(Saved data entries)
###

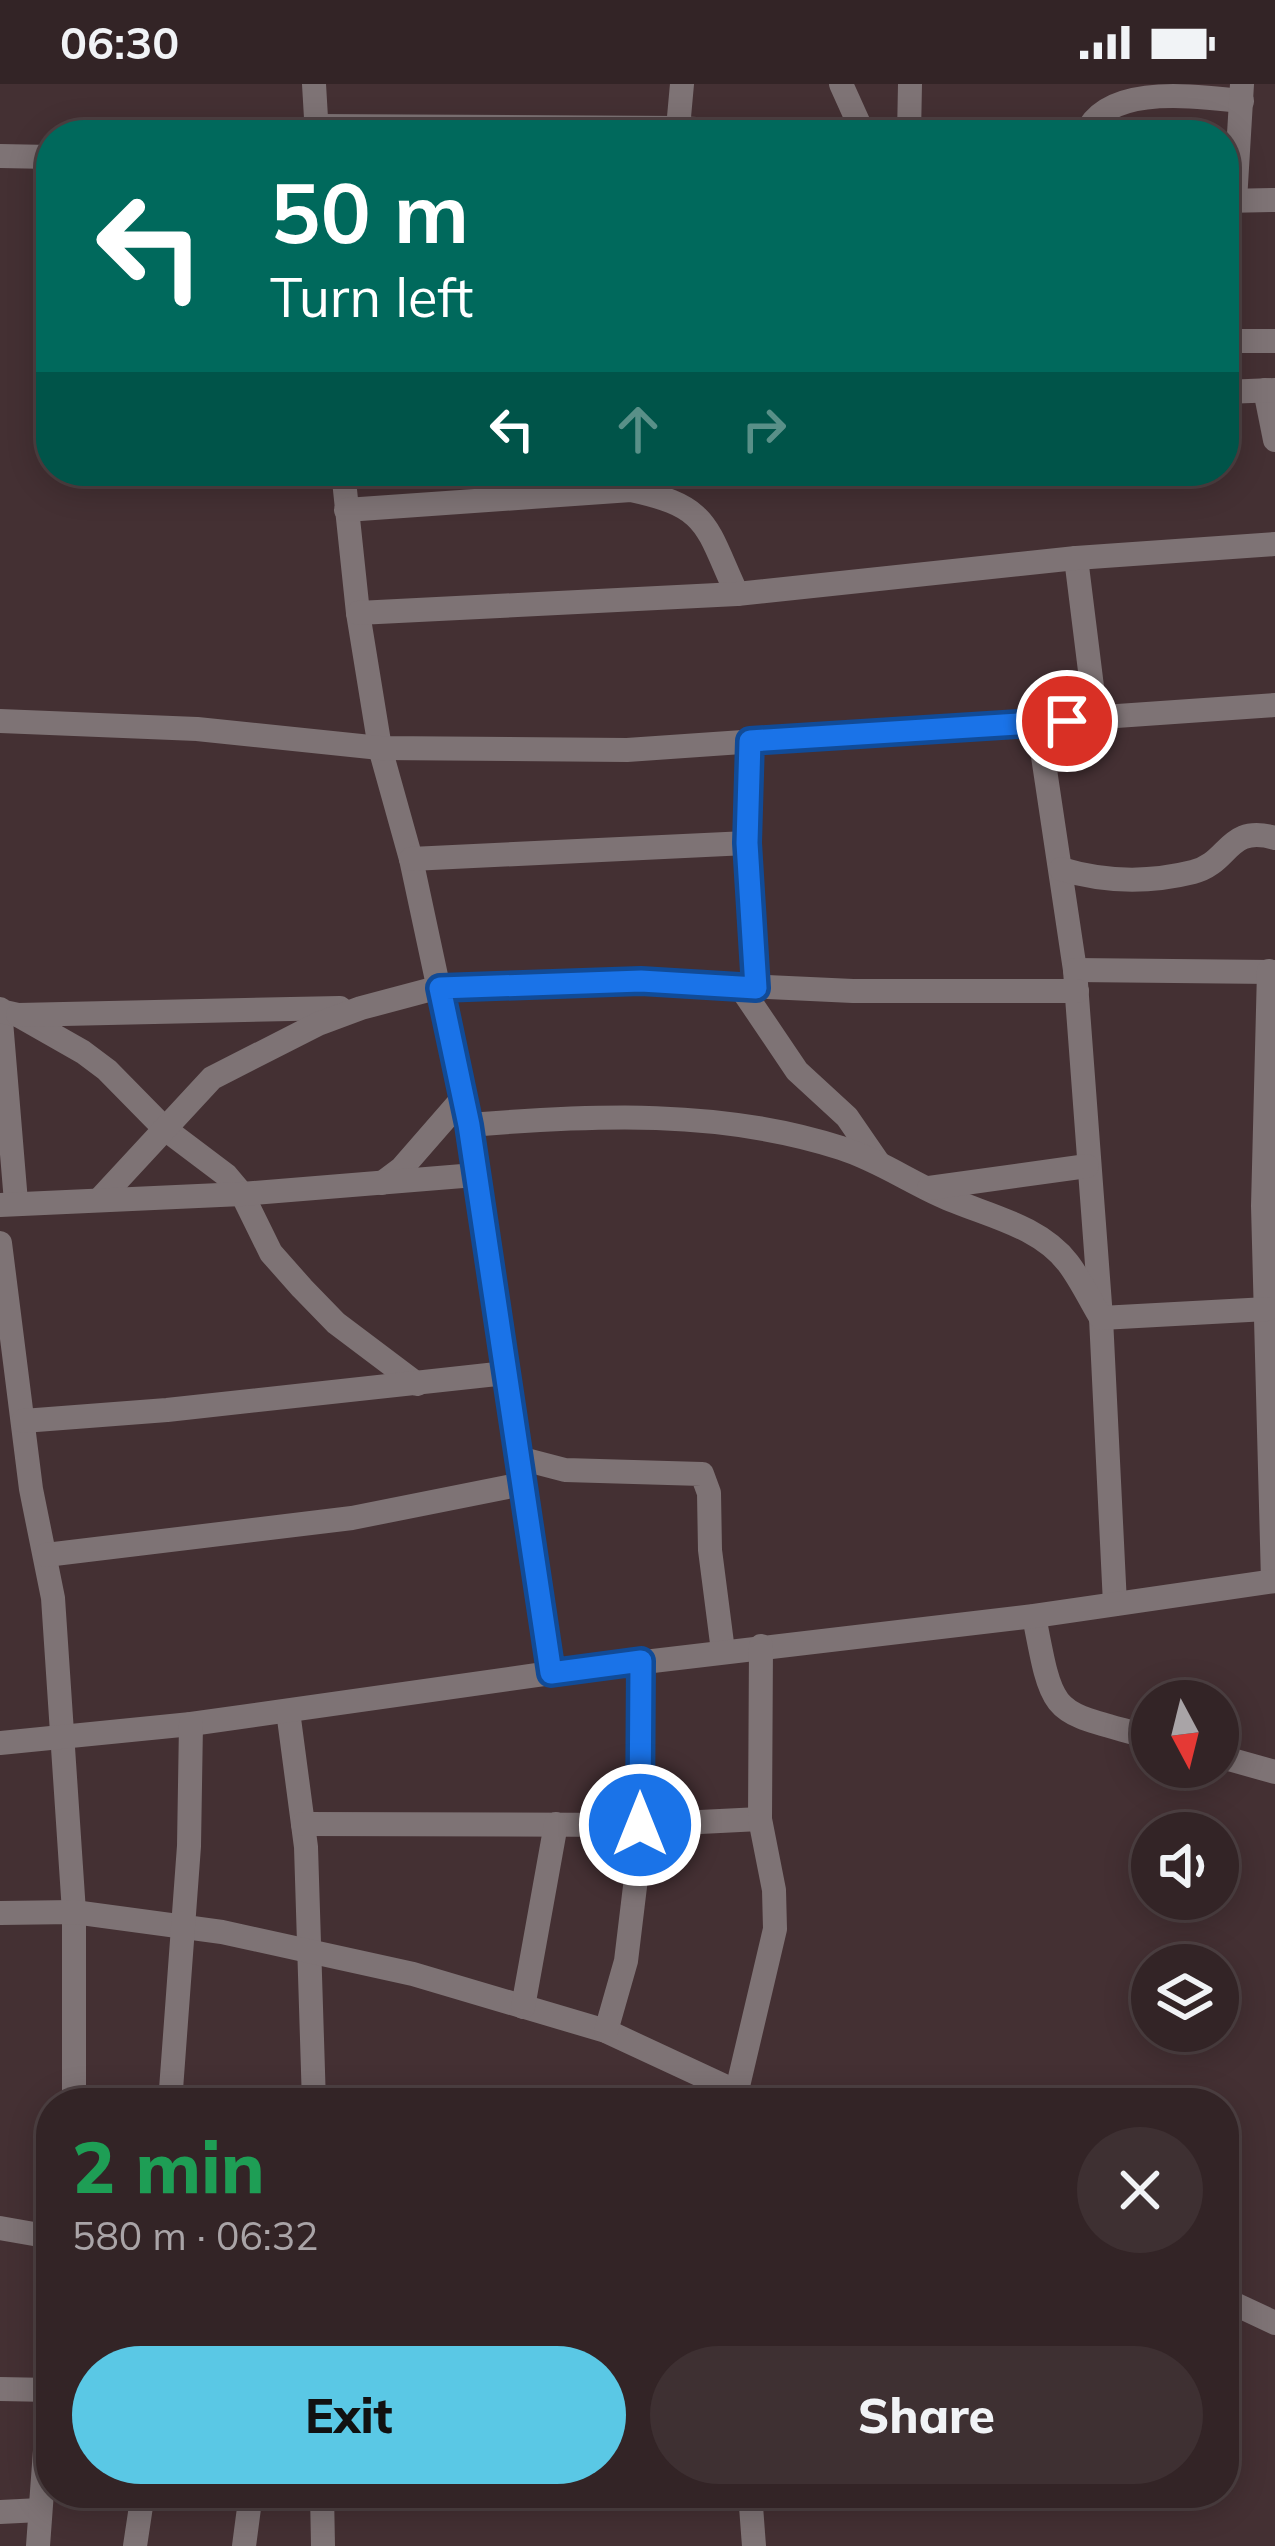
<!DOCTYPE html>
<meta charset="utf-8">
<style>
body{margin:0;font-family:Mulish,sans-serif;background:#3e3032;color:#f1f3f6;height:100vh;display:flex;flex-direction:column;font-size:45px;white-space:nowrap}
*{box-sizing:border-box;margin:0}
p{font-size:39px;color:#a9a4a7}
.icon{flex:none;width:66px;height:66px;fill:none;stroke:currentColor;stroke-width:2;stroke-linecap:round;stroke-linejoin:round}
.map{position:relative;flex:1;overflow:hidden}
.details{position:absolute;left:36px;top:2004px;width:1203px;height:420px;display:flex;flex-direction:column;background:#332426;border-radius:48px;box-shadow:0 6px 30px #0003,0 0 0 3px #4e4143}
.details>*{flex:none}
.banner{position:absolute;left:36px;top:36px;width:1203px;height:366px;border-radius:48px;box-shadow:0 6px 30px #0003,0 0 0 3px #4e4143;background:#00695c;color:#fff;overflow:hidden}
.needle{width:78px;rotate:173deg}
.fabs{position:absolute;left:1131px;top:1596px;display:grid;gap:24px}
.fabs a{display:grid;place-items:center;width:108px;height:108px;border-radius:50%;background:#332426;box-shadow:0 6px 30px #0003,0 0 0 3px #4e4143;font-size:60px}
.pin{position:absolute;display:grid;place-items:center;width:102px;height:102px;color:#fff;margin:-51px;border:6px solid #fff;border-radius:50%;box-shadow:0 3px 12px #0007}
.me{position:absolute;width:132px;margin:-66px;rotate:0deg;stroke-linejoin:round;filter:drop-shadow(0 0 9px #0008)}
.turn{display:flex;align-items:center;gap:42px;height:252px;padding:0 36px;font-size:54px}
.turn .icon{width:156px;height:156px;stroke-width:2.5}
.turn b{display:block;font-size:84px;line-height:102px}
.lanes{display:flex;align-items:center;height:114px;padding:0 36px;background:#0003;justify-content:center;gap:60px;direction:ltr}
.lanes .off{opacity:.35}
.round{display:grid;place-items:center;flex:none;width:126px;height:126px;border-radius:63px;background:#3e3032}
.head{display:flex;align-items:center;justify-content:space-between;height:204px;padding:0 36px}
h1{font-size:72px;font-weight:800;line-height:90px;color:#1e9e55}
.button{display:flex;gap:24px;margin-top:auto;padding:24px 36px}
.button a{flex:1;height:138px;border-radius:72px;background:#5ac8e5;color:#111;font-size:48px;font-weight:800;line-height:138px;text-align:center}
.button a+a{background:#3e3032;color:#f1f3f6}
.status{display:flex;justify-content:space-between;align-items:center;height:84px;padding:0 60px;background:#332426;direction:ltr}
.status svg{height:33px;fill:currentColor}
.map>svg:first-child{display:block}
.lines{fill:none;stroke-linecap:round;stroke-linejoin:round}
.minor{stroke:#7e7375;stroke-width:24}
.route-casing{stroke:#114b97;stroke-width:30}
.route{stroke:#1a73e8;stroke-width:21}
</style>
<div class="status"><b>06:30</b><svg viewBox="0 0 49 12"><path d="M0 12V9h3v3zM5 12V6h3v6zM10 12V3h3v9zM15 12V0h3v12zM26 1h20v11H26zM47 4h2v5h-2z"/></svg></div>
<div class="map">
<svg width="1275" height="2462" viewBox="0 0 1275 2462">
<rect width="100%" height="100%" fill="#443033"/>
<g class="lines">
<!-- minor -->
<g class="minor">
<polyline points="314,0 317,51"/>
<polyline points="841,0 864,51"/>
<polyline points="316,42 678,44 804,51"/>
<polyline points="678,44 682,0"/>
<polyline points="909,51 910,0"/>
<path d="M1085,51C1106,0 1190,12 1242,17"/>
<polyline points="0,72 51,73"/>
<polyline points="1224,117 1275,116"/>
<polyline points="1235,117 1242,0"/>
<polyline points="1224,257 1275,257"/>
<polyline points="1265,306 1275,356"/>
<polyline points="1224,308 1275,306"/>
<polyline points="343,387 358,529 380,664 411,775 468,1041 551,1589"/>
<path d="M346,426L631,406C710,423 705,441 737,510"/>
<polyline points="1076,474 1096,635"/>
<polyline points="358,529 737,510 1076,474 1275,460"/>
<polyline points="0,637 197,645 380,664 627,666 1275,621"/>
<polyline points="1038,639 1075,886 1101,1234 1115,1520"/>
<polyline points="750,657 747,759 756,905"/>
<polyline points="411,775 747,759"/>
<path d="M1061,785C1104,798 1149,799 1193,788C1230,779 1227,740 1275,754"/>
<polyline points="1075,886 1275,888"/>
<polyline points="1269,887 1263,1122 1273,1497"/>
<polyline points="741,904 797,987 847,1033 878,1078"/>
<polyline points="0,925 16,1118"/>
<polyline points="0,927 18,931 83,968 107,986 165,1045 226,1091 242,1110 271,1169 302,1204 336,1239 417,1300"/>
<polyline points="18,931 340,924"/>
<path d="M468,1041C594,1031 720,1025 841,1064C876,1075 907,1096 940,1111C983,1131 1038,1140 1068,1179C1081,1196 1090,1216 1101,1234L1267,1225"/>
<polyline points="382,1099 402,1084 463,1014"/>
<polyline points="929,1104 1087,1082"/>
<polyline points="100,1115 212,994 318,940 361,924 440,903 641,897 853,907 1077,907"/>
<polyline points="0,1121 242,1110 475,1091"/>
<polyline points="0,1159 31,1405 53,1514 74,1828 74,2019"/>
<polyline points="23,1337 167,1326 506,1289"/>
<polyline points="519,1374 565,1386 702,1390 709,1409 710,1466 723,1567"/>
<polyline points="46,1471 352,1434 522,1400"/>
<path d="M1034,1532C1054,1638 1051,1625 1152,1654"/>
<polyline points="288,1627 306,1763 314,2019"/>
<polyline points="0,1659 191,1640 551,1589 1034,1532 1275,1497"/>
<polyline points="1218,1672 1275,1688"/>
<polyline points="303,1740 640,1741 760,1735"/>
<polyline points="0,1829 74,1828 222,1848 413,1890 606,1947 761,2019"/>
<polyline points="523,1923 556,1740"/>
<polyline points="606,1947 626,1877 640,1761 641,1577"/>
<polyline points="170,2019 189,1762 191,1640"/>
<polyline points="734,2019 775,1845 774,1806 760,1735 761,1562"/>
<polyline points="0,2144 51,2153"/>
<polyline points="1224,2215 1275,2239"/>
<polyline points="0,2305 51,2306"/>
<polyline points="322,2409 323,2462"/>
<polyline points="750,2409 754,2462"/>
<polyline points="0,2428 40,2426"/>
<polyline points="38,2462 51,2285"/>
<polyline points="135,2462 143,2409"/>
<polyline points="244,2462 251,2409"/>
</g>
</g>
<g class="lines">
<!-- route casing -->
<g class="route-casing">
<polyline id="route" points="640,1741 641,1577 551,1589 469,1041 440,904 641,897 756,904 747,759 750,657 1067,637"/>
</g>
<!-- route -->
<use href="#route" class="route"/>
</g>
</svg>
<div class="fabs">
<a><svg class="needle" viewBox="-14 -14 28 28"><path d="M0-13l5 13h-10z" fill="#e53935"/><path d="M0 13l5-13h-10z" fill="#a9a4a7"/></svg></a>
<a><svg class="icon" aria-label="sound" viewBox="0 0 24 24"><path d="M4 9h4l5-4v14l-5-4H4zM17 9q2 3 0 6"/></svg></a>
<a><svg class="icon" aria-label="layers" viewBox="0 0 24 24"><path d="M12 4l9 5-9 5-9-5zM3 14l9 5 9-5"/></svg></a>
</div>
<div class="pin" style="left:1067px;top:637px;background:#d93025"><svg class="icon" aria-label="arrive" viewBox="0 0 24 24"><path d="M6 21V4h12l-3 4 3 4H6"/></svg></div>
<svg class="me" style="left:640px;top:1741px" viewBox="-20 -20 40 40"><circle r="17" fill="#1a73e8" stroke="#fff" stroke-width="3"/><path d="M0-11L8 9 0 5-8 9z" fill="#fff"/></svg>
<div class="banner">
<div class="turn"><svg class="icon" aria-label="left" viewBox="0 0 24 24"><path d="M17 20v-9H6M10 6l-5 5 5 5"/></svg><div><b>50 m</b>Turn left</div></div>
<div class="lanes"><svg class="icon" aria-label="left" viewBox="0 0 24 24"><path d="M17 20v-9H6M10 6l-5 5 5 5"/></svg><svg class="icon off" aria-label="ahead" viewBox="0 0 24 24"><path d="M12 20V5M6 11l6-6 6 6"/></svg><svg class="icon off" aria-label="right" viewBox="0 0 24 24"><path d="M7 20v-9h11M14 6l5 5-5 5"/></svg></div>
</div>
<section class="details">
<div class="head"><div><h1>2 min</h1><p>580 m · 06:32</p></div><a class="round"><svg class="icon" aria-label="close" viewBox="0 0 24 24"><path d="M6 6l12 12M18 6L6 18"/></svg></a></div>
<div class="button"><a>Exit</a><a>Share</a></div>
</section>
</div>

###

▶ _Problem requirements_
From the data above, reproduce word for word the lines running from the line with "4l9 5-9 5-9-5zM3" to the line with "21V4h12l-3 4 3", ends included.

▶ _Result of the task_
<a><svg class="icon" aria-label="layers" viewBox="0 0 24 24"><path d="M12 4l9 5-9 5-9-5zM3 14l9 5 9-5"/></svg></a>
</div>
<div class="pin" style="left:1067px;top:637px;background:#d93025"><svg class="icon" aria-label="arrive" viewBox="0 0 24 24"><path d="M6 21V4h12l-3 4 3 4H6"/></svg></div>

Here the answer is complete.